C’è chi ha preso molto sul serio la questione dei simboli che appaiono e scompaiono all’interno del brano. E ne ha tratto conclusioni di certo un po’ bizzarre.
Secondo un gruppo di studiosi ed esperti (tra i quali l’italiano Nicola Menicacci, autore del volume “Bob Dylan, L’ultimo cavaliere”, edizioni Hermatena 2005), in tutto il disco c’è un’abbondanza, senza precedenti nell’opera dylaniana, di messaggi cifrati. Anzi, sotto questo aspetto Blood on the tracks sarebbe proprio uno degli album di Dylan più importanti. E vi si troverebbe un vero e proprio codice simile a quelli che si potevano trovare nei quadri di Leonardo da Vinci, Botticelli o Nicolas Poussin. L’opera di Dylan, insomma, nasconderebbe degli indizi attraverso i quali, dietro simboli apparentemente normali, è possibile tramandare un messaggio esoterico alle generazioni future. L’album in questione sarebbe “un lungo viaggio all’interno del pensiero gnostico e di quelle correnti che la Chiesa di Roma aveva definito eretiche, perché minacciavano i fondamenti sulla quale essa stessa si fondava”.
Letta così, la canzone celerebbe dunque il racconto della storia d’amore tra Gesù e Maddalena, estendendo il cosiddetto tema della Sposa Perduta, The Lost Bride. La donna alla quale il personaggio principale sta pensando all’inizio del brano sarebbe proprio Maria Maddalena, discendente della tribù dei Maccabei, la sposa devota di Cristo, non una semplice prostituta, come afferma il cattolicesimo ufficiale, ma la madre dei figli di Gesù. E tutta la canzone ruoterebbe attorno a simboli e messaggi cifrati ben precisi, per raccontare, con una struttura abbastanza complessa, la vicenda di Maddalena (la sposa) costretta ad andarsene e a rimanere separata da Gesù (il suo uomo).
Ci sono i capelli della donna, capelli rossi, colore associato alla nobiltà e alla fecondità. Si parla di un matrimonio, di una separazione e di una fuga (quella di Gesù sopravvissuto alla crocifissione?) verso Ovest (in Francia?), in una notte buia. C’è il peschereccio (eccolo!). Ed è noto che i pesci fossero un messaggio in codice per i primi cristiani che si incontravano clandestinamente nelle catacombe. C’è il borgo di Delacroix (altro indizio, Delacroix in francese vuol dire Della Croce). C’è la ragazza che lavora al topless bar che si china per allacciare le scarpe al protagonista. Una posizione che ricorda da vicino la Maddalena che lava i piedi a Gesù. E così via.

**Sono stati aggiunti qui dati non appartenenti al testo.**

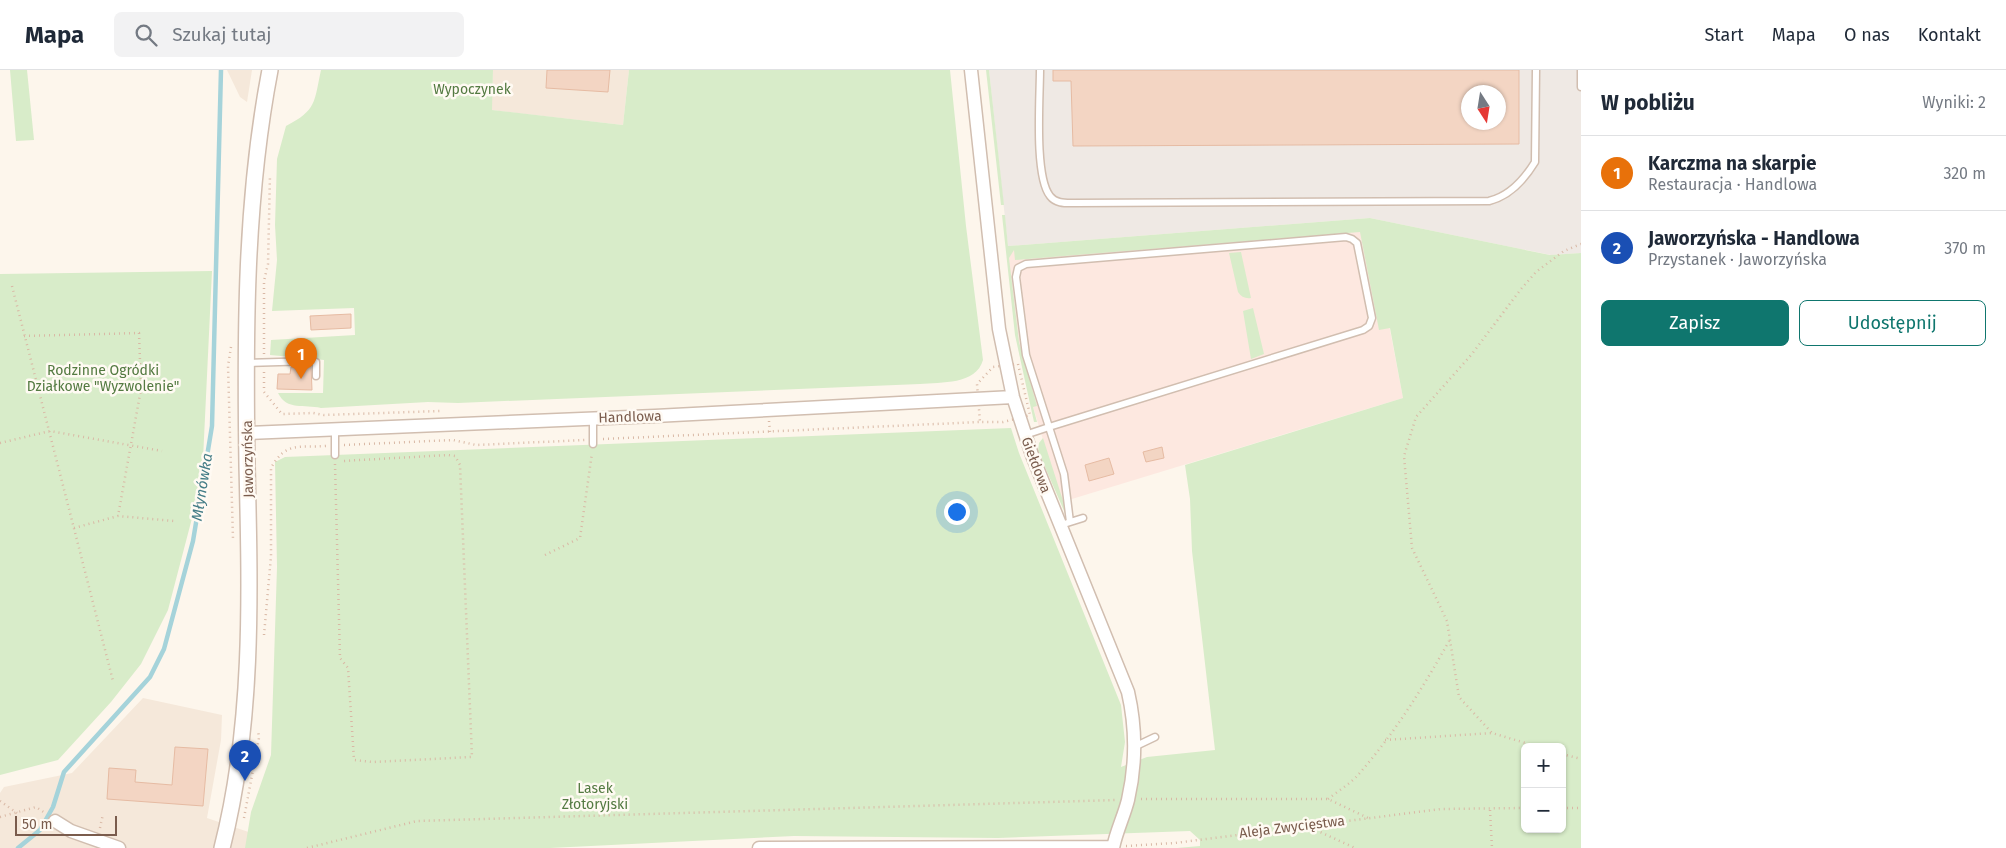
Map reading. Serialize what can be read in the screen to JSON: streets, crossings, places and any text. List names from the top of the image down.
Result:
{
  "streets": {
    "street": ["Handlowa", "Jaworzyńska", "Giełdowa"],
    "path": ["Aleja Zwycięstwa"]
  },
  "crossings": [
    ["Handlowa", "Jaworzyńska"],
    ["Handlowa", "Giełdowa"],
    ["Giełdowa", "Aleja Zwycięstwa"]
  ],
  "water": ["Młynówka"],
  "parks": ["Wypoczynek", "Rodzinne Ogródki Działkowe \"Wyzwolenie\"", "Lasek Złotoryjski"],
  "scale_bar": "50 m",
  "north": "bottom",
  "page": {
    "header": "Mapa",
    "search": "Szukaj tutaj",
    "nav": [
      "Start",
      "Mapa",
      "O nas",
      "Kontakt"
    ],
    "heading": ["W pobliżu", "Wyniki: 2"],
    "list": [
      {
        "mark": "1",
        "name": "Karczma na skarpie",
        "note": "Restauracja · Handlowa",
        "value": "320 m"
      },
      {
        "mark": "2",
        "name": "Jaworzyńska - Handlowa",
        "note": "Przystanek · Jaworzyńska",
        "value": "370 m"
      }
    ],
    "buttons": ["Zapisz", "Udostępnij"],
    "pins": ["1", "2"],
    "map_buttons": ["+", "−"],
    "scale": "50 m"
  }
}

L’intero album, con canzoni dalle liriche molto più sibilline di Tangled Up In Blue, rimanderebbe dunque a numerosi concetti chiave delle principali teorie esoteriche. “Nel doppio fondo delle liriche di un matrimonio in disfacimento”, scrive Nicola Menicacci, “si nasconde un mistero vecchio di duemila anni”. Ovviamente, Dylan – secondo i sostenitori di tali interpretazioni – non si sarebbe limitato a sparpagliare gli indizi massonici solo nell’album in questione, ma avrebbe disseminato altri codici e segni cifrati in buona parte della discografia, almeno sino alla metà degli anni ottanta.
Esagerazioni? Forzature? Coincidenze? Stupidaggini? Forse sì, forse no, chi lo sa.
Di certo, come ha scritto Michael Gray, “non so come, ma un qualche aggiustamento della nostra consapevolezza dovrà ora derivare dal fatto che Dylan, con Blood On The Tracks, ha prodotto uno degli album più incredibilmente intelligenti degli anni settanta”.